**EXERCISE OBJECTIVE**:
What is needed here is every line of the records that includes "controls".

**SUPPLIED DATA**:
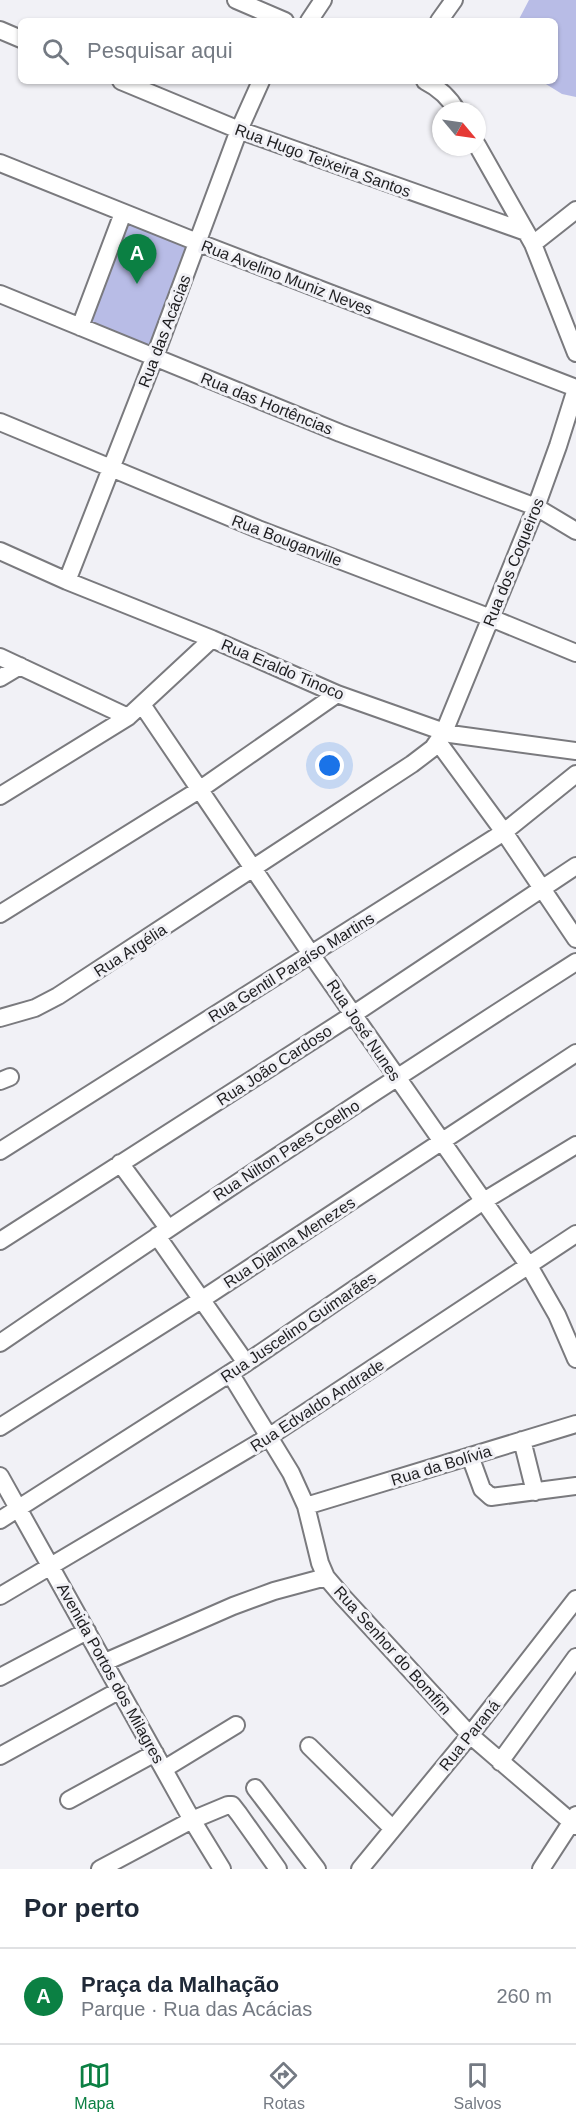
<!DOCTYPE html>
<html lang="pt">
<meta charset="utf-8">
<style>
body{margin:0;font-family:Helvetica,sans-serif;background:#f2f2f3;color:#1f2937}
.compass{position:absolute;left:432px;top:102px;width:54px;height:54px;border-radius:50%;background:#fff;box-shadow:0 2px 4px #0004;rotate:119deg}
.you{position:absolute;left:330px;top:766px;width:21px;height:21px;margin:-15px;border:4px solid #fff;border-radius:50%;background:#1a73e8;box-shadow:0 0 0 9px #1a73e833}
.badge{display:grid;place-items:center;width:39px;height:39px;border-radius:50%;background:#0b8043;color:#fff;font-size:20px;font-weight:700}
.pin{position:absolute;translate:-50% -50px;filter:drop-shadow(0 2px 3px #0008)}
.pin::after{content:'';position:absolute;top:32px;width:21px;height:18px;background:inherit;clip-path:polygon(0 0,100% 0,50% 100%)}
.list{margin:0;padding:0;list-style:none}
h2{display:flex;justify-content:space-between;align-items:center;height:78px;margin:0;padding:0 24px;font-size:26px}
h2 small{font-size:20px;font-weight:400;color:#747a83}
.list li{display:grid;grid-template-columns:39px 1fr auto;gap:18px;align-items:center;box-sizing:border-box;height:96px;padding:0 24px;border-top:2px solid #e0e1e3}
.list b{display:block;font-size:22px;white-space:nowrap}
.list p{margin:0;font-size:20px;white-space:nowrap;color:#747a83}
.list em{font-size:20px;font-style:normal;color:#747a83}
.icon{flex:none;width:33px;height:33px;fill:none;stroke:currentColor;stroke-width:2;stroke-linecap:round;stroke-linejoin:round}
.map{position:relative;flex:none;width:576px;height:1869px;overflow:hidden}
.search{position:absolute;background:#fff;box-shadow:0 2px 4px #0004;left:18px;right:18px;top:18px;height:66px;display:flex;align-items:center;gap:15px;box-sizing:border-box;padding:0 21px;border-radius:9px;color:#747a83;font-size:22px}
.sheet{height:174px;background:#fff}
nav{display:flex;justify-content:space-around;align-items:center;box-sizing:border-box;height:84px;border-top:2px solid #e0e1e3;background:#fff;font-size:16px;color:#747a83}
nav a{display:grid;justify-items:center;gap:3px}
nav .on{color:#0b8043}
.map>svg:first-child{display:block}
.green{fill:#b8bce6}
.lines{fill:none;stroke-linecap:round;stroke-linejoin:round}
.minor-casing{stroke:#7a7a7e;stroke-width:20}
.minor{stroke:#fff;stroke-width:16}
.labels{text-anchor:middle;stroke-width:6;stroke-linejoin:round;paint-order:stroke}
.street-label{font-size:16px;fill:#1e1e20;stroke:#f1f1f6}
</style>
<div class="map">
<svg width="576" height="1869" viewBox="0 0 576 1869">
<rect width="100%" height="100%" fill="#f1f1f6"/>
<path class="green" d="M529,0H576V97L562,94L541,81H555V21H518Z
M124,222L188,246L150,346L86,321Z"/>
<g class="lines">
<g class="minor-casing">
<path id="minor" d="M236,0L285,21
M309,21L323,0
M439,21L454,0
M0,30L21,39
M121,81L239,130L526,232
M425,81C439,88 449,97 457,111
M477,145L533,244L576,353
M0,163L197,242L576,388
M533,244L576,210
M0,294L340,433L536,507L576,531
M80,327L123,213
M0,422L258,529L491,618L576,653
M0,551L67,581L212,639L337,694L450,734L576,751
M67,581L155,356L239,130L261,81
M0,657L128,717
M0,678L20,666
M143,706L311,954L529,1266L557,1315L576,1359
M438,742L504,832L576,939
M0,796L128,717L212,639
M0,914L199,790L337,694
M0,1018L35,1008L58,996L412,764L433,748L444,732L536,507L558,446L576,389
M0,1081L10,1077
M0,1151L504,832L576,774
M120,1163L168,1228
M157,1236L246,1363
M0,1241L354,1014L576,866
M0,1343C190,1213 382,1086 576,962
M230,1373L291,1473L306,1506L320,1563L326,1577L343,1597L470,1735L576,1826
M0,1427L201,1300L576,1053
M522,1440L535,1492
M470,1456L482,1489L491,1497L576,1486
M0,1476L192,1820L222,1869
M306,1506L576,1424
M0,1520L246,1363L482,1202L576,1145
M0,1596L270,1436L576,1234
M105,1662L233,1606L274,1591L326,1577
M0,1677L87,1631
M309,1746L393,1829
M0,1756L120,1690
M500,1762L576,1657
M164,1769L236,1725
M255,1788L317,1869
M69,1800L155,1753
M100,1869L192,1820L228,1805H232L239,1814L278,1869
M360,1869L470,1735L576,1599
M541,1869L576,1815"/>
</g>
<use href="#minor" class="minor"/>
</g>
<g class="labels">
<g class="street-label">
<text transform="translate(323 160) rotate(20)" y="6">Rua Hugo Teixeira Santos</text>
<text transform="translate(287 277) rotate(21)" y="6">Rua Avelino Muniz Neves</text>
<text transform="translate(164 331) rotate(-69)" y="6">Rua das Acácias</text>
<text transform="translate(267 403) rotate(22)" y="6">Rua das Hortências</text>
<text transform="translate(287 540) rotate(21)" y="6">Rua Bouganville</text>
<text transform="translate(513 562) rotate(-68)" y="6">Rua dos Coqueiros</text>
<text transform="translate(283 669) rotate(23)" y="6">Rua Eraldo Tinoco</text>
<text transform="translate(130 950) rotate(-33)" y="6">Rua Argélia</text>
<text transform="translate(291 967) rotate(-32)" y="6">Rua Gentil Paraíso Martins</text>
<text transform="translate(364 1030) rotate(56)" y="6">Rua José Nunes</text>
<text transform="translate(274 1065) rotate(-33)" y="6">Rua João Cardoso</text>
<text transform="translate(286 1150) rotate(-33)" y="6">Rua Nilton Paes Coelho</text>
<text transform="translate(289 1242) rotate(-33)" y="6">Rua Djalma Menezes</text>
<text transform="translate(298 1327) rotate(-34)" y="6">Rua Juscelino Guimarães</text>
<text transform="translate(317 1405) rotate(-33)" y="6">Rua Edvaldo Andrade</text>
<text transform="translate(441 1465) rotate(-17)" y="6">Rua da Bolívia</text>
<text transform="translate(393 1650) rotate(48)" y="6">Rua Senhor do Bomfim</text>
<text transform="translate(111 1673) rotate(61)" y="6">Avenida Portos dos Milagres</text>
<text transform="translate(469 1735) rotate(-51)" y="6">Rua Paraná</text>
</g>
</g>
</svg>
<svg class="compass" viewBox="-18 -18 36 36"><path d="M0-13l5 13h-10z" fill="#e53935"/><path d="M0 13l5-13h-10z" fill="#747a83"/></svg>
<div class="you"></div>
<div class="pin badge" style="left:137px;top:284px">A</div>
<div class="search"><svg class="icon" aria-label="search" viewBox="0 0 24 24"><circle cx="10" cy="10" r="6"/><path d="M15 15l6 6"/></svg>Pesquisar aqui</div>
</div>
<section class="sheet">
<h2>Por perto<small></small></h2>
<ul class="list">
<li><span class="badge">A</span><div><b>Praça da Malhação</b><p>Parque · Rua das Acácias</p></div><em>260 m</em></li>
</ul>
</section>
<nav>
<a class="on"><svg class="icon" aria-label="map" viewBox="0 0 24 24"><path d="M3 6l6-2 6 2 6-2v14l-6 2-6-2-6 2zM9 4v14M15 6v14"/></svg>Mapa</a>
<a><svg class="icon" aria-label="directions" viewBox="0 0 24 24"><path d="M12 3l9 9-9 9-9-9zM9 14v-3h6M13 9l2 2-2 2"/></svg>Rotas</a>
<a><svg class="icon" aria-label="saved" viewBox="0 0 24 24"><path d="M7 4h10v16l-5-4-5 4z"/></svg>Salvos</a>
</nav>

--

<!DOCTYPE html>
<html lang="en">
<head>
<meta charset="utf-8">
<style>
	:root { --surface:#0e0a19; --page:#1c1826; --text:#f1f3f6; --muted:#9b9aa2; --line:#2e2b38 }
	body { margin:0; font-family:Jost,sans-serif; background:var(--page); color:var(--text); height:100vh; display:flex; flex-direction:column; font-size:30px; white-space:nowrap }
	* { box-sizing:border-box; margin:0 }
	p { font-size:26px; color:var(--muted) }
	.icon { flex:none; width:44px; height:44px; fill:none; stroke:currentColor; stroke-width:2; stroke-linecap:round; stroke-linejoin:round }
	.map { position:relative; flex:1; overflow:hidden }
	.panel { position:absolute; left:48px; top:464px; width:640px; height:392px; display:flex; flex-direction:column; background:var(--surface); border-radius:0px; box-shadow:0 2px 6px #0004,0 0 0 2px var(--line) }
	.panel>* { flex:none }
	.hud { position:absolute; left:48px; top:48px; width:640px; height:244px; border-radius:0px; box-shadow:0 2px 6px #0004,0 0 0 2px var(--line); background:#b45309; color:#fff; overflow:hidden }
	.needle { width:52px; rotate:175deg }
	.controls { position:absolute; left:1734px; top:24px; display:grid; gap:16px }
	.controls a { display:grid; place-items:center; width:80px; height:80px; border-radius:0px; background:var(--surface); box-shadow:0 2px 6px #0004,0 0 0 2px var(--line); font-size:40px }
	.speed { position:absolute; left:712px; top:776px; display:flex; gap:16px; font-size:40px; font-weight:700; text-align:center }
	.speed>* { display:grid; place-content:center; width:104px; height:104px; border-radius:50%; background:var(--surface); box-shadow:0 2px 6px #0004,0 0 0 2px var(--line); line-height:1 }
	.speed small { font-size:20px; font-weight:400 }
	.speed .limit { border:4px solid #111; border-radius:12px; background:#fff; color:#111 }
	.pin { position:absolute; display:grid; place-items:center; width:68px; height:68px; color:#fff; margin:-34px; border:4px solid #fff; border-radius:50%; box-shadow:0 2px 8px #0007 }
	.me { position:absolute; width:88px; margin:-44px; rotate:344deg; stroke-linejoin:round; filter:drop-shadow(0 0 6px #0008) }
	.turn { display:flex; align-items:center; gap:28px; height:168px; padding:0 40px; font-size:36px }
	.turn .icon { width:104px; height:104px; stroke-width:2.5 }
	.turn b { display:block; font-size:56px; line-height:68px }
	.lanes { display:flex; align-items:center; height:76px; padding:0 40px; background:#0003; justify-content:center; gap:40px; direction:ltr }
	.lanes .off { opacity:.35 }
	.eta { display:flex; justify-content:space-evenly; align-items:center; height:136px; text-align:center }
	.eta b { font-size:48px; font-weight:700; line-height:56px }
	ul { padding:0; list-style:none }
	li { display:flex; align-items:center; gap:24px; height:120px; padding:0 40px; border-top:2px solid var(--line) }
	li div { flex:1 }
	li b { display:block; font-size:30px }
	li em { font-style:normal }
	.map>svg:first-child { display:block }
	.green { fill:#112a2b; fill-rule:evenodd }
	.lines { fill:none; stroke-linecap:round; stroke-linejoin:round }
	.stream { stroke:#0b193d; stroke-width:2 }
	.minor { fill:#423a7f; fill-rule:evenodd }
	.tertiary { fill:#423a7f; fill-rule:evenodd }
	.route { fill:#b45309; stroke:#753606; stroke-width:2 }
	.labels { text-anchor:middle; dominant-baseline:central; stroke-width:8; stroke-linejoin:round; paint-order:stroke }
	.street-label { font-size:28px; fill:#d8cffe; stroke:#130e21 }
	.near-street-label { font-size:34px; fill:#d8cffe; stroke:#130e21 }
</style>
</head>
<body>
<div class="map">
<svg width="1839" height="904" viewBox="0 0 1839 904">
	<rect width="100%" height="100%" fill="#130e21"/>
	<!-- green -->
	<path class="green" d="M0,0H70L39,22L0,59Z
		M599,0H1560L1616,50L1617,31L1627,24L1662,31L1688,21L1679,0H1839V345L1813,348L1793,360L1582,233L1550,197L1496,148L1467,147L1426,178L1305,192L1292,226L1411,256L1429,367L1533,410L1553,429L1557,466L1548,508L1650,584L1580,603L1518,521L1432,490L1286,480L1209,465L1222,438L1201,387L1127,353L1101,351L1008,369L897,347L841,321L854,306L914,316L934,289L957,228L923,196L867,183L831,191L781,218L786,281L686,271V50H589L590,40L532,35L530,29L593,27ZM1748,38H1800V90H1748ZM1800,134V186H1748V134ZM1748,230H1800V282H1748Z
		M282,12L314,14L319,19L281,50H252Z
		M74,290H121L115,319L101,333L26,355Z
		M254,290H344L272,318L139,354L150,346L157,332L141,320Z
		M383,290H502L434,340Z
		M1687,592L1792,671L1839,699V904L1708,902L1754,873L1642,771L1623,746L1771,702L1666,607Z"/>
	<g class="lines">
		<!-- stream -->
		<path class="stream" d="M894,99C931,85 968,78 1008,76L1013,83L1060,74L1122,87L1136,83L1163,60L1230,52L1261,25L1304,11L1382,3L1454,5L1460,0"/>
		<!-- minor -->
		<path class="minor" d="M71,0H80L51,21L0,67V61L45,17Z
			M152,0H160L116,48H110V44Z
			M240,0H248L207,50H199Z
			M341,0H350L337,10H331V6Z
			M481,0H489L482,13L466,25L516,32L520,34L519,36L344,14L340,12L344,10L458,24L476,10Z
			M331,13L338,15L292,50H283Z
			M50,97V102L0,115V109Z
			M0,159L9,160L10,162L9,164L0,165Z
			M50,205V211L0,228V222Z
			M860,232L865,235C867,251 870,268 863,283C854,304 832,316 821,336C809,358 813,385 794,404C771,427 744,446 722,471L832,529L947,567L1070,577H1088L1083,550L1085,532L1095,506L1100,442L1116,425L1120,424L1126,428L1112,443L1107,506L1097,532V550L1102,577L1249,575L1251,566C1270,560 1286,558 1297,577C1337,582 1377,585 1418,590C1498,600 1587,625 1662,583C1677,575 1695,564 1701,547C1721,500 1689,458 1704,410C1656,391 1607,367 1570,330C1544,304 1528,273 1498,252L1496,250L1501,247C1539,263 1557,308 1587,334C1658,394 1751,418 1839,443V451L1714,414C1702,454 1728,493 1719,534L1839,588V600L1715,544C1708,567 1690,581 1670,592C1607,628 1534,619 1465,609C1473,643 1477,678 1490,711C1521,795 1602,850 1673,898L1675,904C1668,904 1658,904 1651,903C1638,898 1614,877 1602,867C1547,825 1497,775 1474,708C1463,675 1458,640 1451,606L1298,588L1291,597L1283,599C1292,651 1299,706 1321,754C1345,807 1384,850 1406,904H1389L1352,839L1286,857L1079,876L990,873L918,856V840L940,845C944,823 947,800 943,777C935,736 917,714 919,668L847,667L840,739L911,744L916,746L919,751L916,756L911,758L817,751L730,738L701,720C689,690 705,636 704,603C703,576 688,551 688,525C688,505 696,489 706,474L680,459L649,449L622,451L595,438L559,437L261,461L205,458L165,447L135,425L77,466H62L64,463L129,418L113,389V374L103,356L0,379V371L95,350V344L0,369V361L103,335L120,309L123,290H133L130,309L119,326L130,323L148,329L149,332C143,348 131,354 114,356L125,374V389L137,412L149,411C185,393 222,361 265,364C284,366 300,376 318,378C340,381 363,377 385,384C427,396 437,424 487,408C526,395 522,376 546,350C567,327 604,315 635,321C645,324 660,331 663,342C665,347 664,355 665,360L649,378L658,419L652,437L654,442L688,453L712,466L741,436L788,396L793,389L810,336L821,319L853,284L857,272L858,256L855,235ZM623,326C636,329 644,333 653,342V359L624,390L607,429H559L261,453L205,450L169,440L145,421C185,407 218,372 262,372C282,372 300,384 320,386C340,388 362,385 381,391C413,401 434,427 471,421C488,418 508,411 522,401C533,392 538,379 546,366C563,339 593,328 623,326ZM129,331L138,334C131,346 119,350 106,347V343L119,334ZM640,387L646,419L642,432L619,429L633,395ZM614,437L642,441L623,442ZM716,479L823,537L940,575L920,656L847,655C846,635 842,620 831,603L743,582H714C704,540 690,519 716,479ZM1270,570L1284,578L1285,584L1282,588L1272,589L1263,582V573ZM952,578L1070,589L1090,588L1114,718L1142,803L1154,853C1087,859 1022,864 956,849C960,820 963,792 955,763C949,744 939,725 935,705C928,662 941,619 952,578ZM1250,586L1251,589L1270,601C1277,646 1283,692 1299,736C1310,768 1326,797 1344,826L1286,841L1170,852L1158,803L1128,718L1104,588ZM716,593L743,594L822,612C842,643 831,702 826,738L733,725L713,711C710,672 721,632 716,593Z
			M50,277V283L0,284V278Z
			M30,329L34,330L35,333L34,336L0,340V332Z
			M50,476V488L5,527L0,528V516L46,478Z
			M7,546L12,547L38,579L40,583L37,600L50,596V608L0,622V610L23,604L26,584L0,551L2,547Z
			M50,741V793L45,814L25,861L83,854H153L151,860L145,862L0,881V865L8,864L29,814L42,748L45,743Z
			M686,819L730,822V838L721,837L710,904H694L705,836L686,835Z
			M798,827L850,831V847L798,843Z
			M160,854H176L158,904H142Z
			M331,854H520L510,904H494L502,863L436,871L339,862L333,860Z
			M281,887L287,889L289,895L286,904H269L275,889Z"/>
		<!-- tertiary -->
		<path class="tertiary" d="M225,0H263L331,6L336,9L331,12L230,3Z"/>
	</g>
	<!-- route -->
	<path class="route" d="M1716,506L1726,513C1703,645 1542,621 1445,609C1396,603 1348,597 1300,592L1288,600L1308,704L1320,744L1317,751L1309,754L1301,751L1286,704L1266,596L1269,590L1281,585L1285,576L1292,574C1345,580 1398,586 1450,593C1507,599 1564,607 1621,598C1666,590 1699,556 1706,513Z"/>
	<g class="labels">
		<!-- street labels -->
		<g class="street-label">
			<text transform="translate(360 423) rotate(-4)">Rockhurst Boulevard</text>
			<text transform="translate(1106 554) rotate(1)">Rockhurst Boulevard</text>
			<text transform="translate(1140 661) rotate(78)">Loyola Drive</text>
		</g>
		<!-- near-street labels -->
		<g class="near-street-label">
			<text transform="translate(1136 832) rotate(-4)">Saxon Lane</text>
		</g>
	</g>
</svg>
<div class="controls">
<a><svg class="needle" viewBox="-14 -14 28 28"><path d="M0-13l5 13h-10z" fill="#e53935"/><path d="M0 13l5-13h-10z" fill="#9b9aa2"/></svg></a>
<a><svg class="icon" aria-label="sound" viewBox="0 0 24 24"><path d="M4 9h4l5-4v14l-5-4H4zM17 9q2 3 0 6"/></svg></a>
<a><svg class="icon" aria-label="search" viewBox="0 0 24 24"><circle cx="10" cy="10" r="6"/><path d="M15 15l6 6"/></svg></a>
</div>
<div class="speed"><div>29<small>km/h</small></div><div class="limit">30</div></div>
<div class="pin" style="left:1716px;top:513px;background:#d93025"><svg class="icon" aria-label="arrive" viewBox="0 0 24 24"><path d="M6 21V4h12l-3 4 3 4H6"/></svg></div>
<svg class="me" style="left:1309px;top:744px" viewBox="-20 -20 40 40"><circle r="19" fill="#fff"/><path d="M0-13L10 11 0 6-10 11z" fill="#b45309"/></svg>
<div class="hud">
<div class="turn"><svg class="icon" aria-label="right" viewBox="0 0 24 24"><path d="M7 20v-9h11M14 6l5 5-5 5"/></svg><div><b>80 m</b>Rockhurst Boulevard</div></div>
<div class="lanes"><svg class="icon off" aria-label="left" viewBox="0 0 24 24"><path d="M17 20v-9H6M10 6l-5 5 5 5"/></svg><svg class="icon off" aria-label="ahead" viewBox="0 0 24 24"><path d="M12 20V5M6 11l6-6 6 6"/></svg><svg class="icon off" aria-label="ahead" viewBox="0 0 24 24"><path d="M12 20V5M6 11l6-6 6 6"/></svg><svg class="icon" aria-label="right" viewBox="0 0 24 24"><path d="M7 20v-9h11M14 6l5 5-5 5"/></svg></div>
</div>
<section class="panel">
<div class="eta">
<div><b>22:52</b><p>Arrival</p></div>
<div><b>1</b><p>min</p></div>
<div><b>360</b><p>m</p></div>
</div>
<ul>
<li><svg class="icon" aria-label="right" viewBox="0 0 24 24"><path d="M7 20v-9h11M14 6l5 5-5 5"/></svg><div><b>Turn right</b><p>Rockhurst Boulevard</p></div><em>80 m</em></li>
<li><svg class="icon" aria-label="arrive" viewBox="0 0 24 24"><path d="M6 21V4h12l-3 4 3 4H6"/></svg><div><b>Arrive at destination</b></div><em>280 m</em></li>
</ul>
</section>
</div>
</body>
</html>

**FINAL ANSWER**:
	.controls { position:absolute; left:1734px; top:24px; display:grid; gap:16px }
	.controls a { display:grid; place-items:center; width:80px; height:80px; border-radius:0px; background:var(--surface); box-shadow:0 2px 6px #0004,0 0 0 2px var(--line); font-size:40px }
<div class="controls">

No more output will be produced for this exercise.